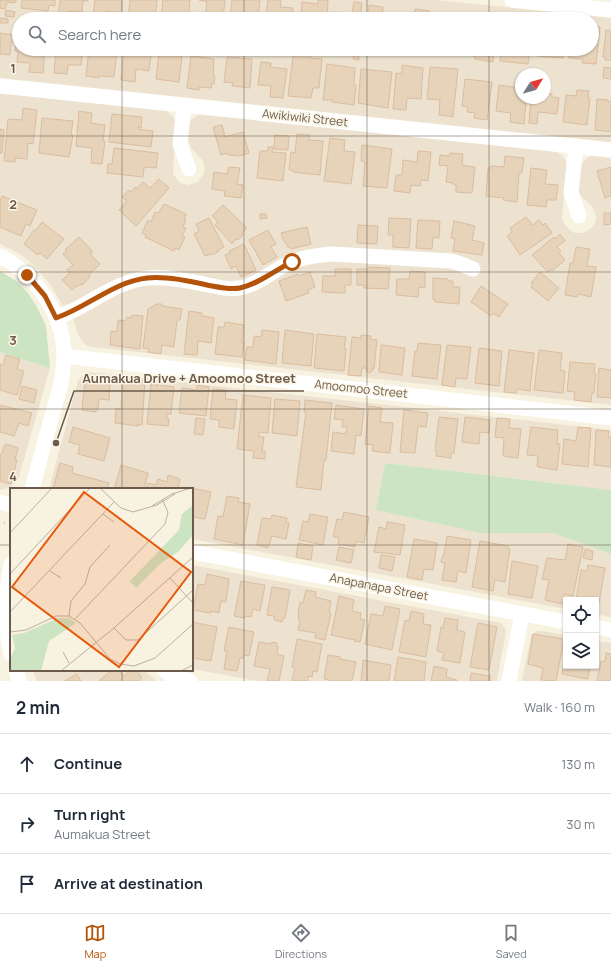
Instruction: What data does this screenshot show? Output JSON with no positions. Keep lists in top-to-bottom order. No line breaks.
{"streets":{"street":["Awikiwiki Street","Amoomoo Street","Anapanapa Street"]},"places":["Aumakua Drive + Amoomoo Street"],"north":"top right","page":{"search":"Search here","heading":["2 min","Walk · 160 m"],"list":[["Continue","130 m"],["Turn right","Aumakua Street","30 m"],"Arrive at destination"],"nav":["Map","Directions","Saved"]},"grid":{"rows":["1","2","3","4"]}}
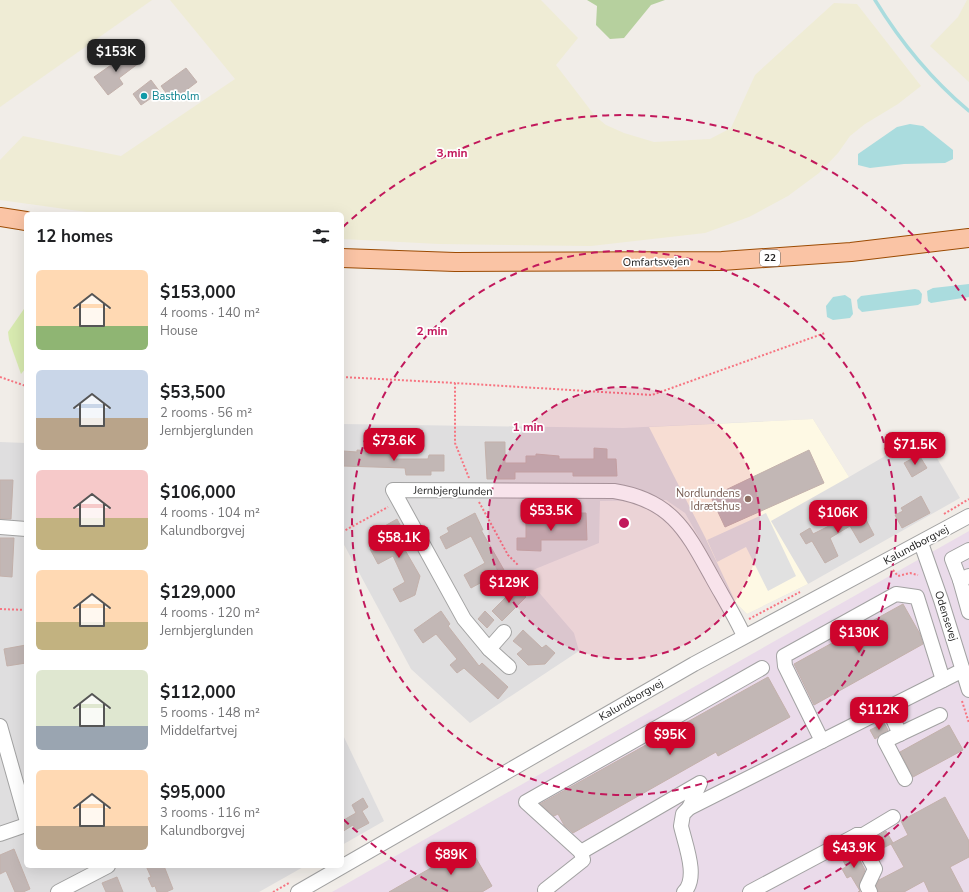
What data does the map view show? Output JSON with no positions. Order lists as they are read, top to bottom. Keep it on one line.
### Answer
{"streets":{"main road":["22","Omfartsvejen"],"street":["Jernbjerglunden","Kalundborgvej","Odensevej"]},"crossings":[["Jernbjerglunden","Kalundborgvej"],["Kalundborgvej","Odensevej"]],"places":["Bastholm","Nordlundens Idrætshus"],"page":{"price":["$153K","$73.6K","$71.5K","$53.5K","$106K","$58.1K","$129K","$130K","$112K","$95K","$43.9K","$89K"],"heading":"12 homes","list":[{"name":"$153,000","note":"4 rooms · 140 m² · House"},{"name":"$53,500","note":"2 rooms · 56 m² · Jernbjerglunden"},{"name":"$106,000","note":"4 rooms · 104 m² · Kalundborgvej"},{"name":"$129,000","note":"4 rooms · 120 m² · Jernbjerglunden"},{"name":"$112,000","note":"5 rooms · 148 m² · Middelfartvej"},{"name":"$95,000","note":"3 rooms · 116 m² · Kalundborgvej"}]},"rings":["3 min","2 min","1 min"]}
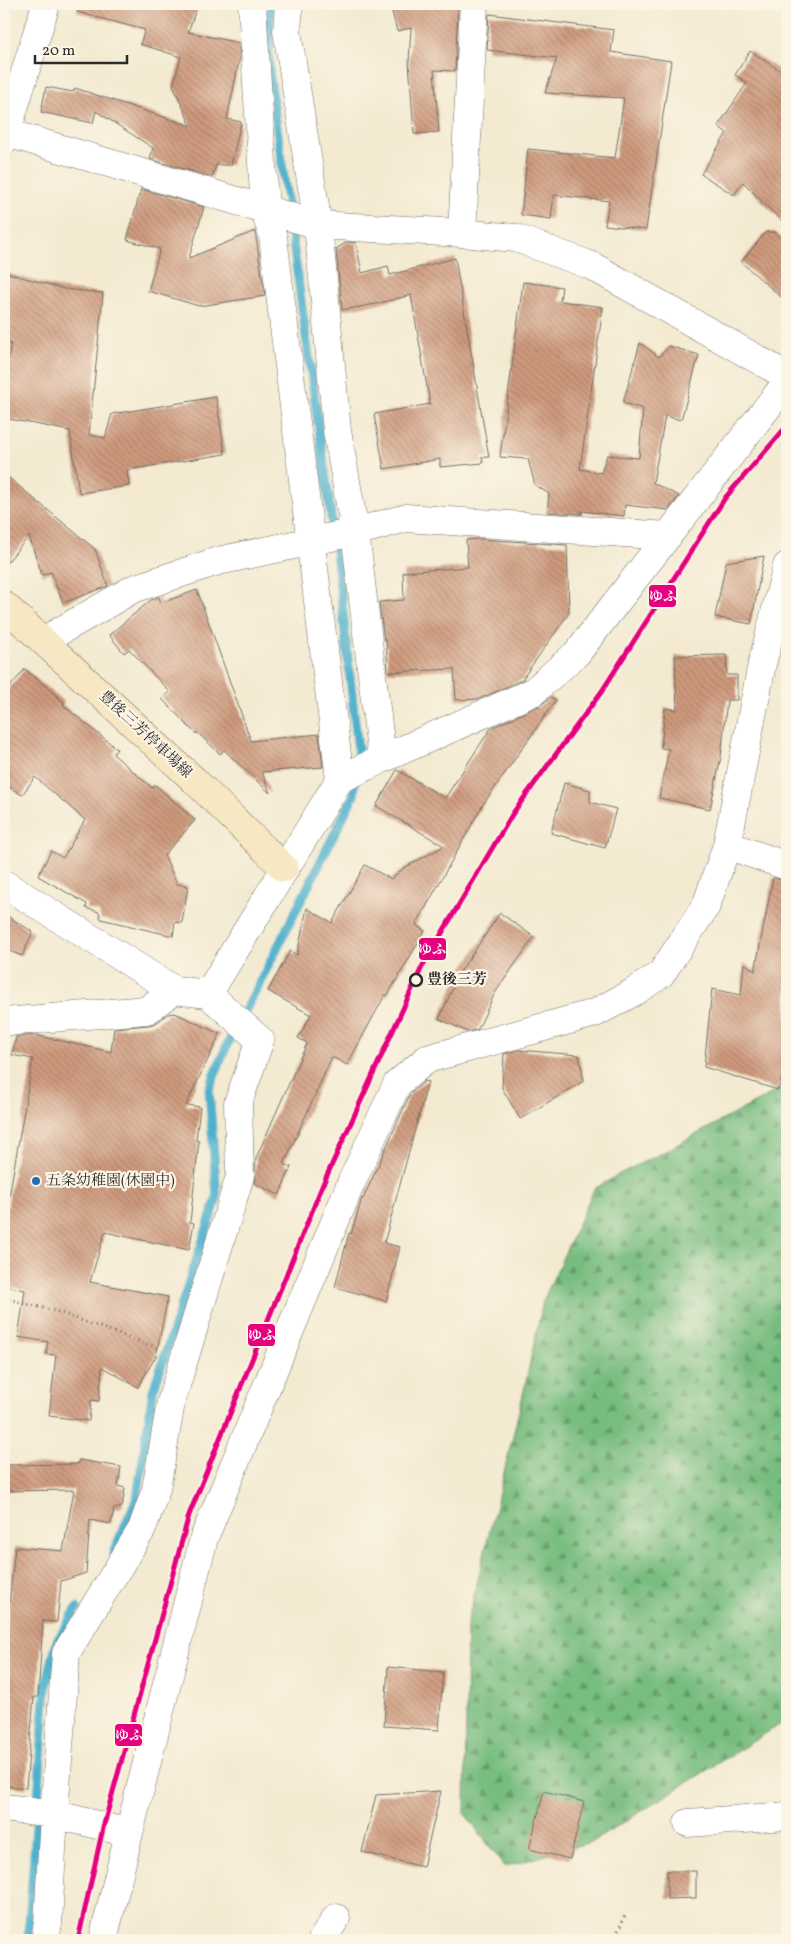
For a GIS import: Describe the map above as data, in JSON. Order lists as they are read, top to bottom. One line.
{"streets":{"main road":["豊後三芳停車場線"]},"places":["豊後三芳","五条幼稚園(休園中)"],"lines":["transit line ゆふ"],"scale_bar":"20 m"}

TO DO
An exact copy of the listing is required, excluding any pictures.

ANSWER SECTION
Instruction: What data does this screenshot show? Output JSON with no positions. Keep lists in top-to-bottom order. No line breaks.
{"streets":{"street":["Awikiwiki Street","Amoomoo Street","Anapanapa Street"]},"places":["Aumakua Drive + Amoomoo Street"],"north":"top right","page":{"search":"Search here","heading":["2 min","Walk · 160 m"],"list":[["Continue","130 m"],["Turn right","Aumakua Street","30 m"],"Arrive at destination"],"nav":["Map","Directions","Saved"]},"grid":{"rows":["1","2","3","4"]}}
What data does the map view show? Output JSON with no positions. Order lists as they are read, top to bottom. Keep it on one line.
### Answer
{"streets":{"main road":["22","Omfartsvejen"],"street":["Jernbjerglunden","Kalundborgvej","Odensevej"]},"crossings":[["Jernbjerglunden","Kalundborgvej"],["Kalundborgvej","Odensevej"]],"places":["Bastholm","Nordlundens Idrætshus"],"page":{"price":["$153K","$73.6K","$71.5K","$53.5K","$106K","$58.1K","$129K","$130K","$112K","$95K","$43.9K","$89K"],"heading":"12 homes","list":[{"name":"$153,000","note":"4 rooms · 140 m² · House"},{"name":"$53,500","note":"2 rooms · 56 m² · Jernbjerglunden"},{"name":"$106,000","note":"4 rooms · 104 m² · Kalundborgvej"},{"name":"$129,000","note":"4 rooms · 120 m² · Jernbjerglunden"},{"name":"$112,000","note":"5 rooms · 148 m² · Middelfartvej"},{"name":"$95,000","note":"3 rooms · 116 m² · Kalundborgvej"}]},"rings":["3 min","2 min","1 min"]}
For a GIS import: Describe the map above as data, in JSON. Order lists as they are read, top to bottom. One line.
{"streets":{"main road":["豊後三芳停車場線"]},"places":["豊後三芳","五条幼稚園(休園中)"],"lines":["transit line ゆふ"],"scale_bar":"20 m"}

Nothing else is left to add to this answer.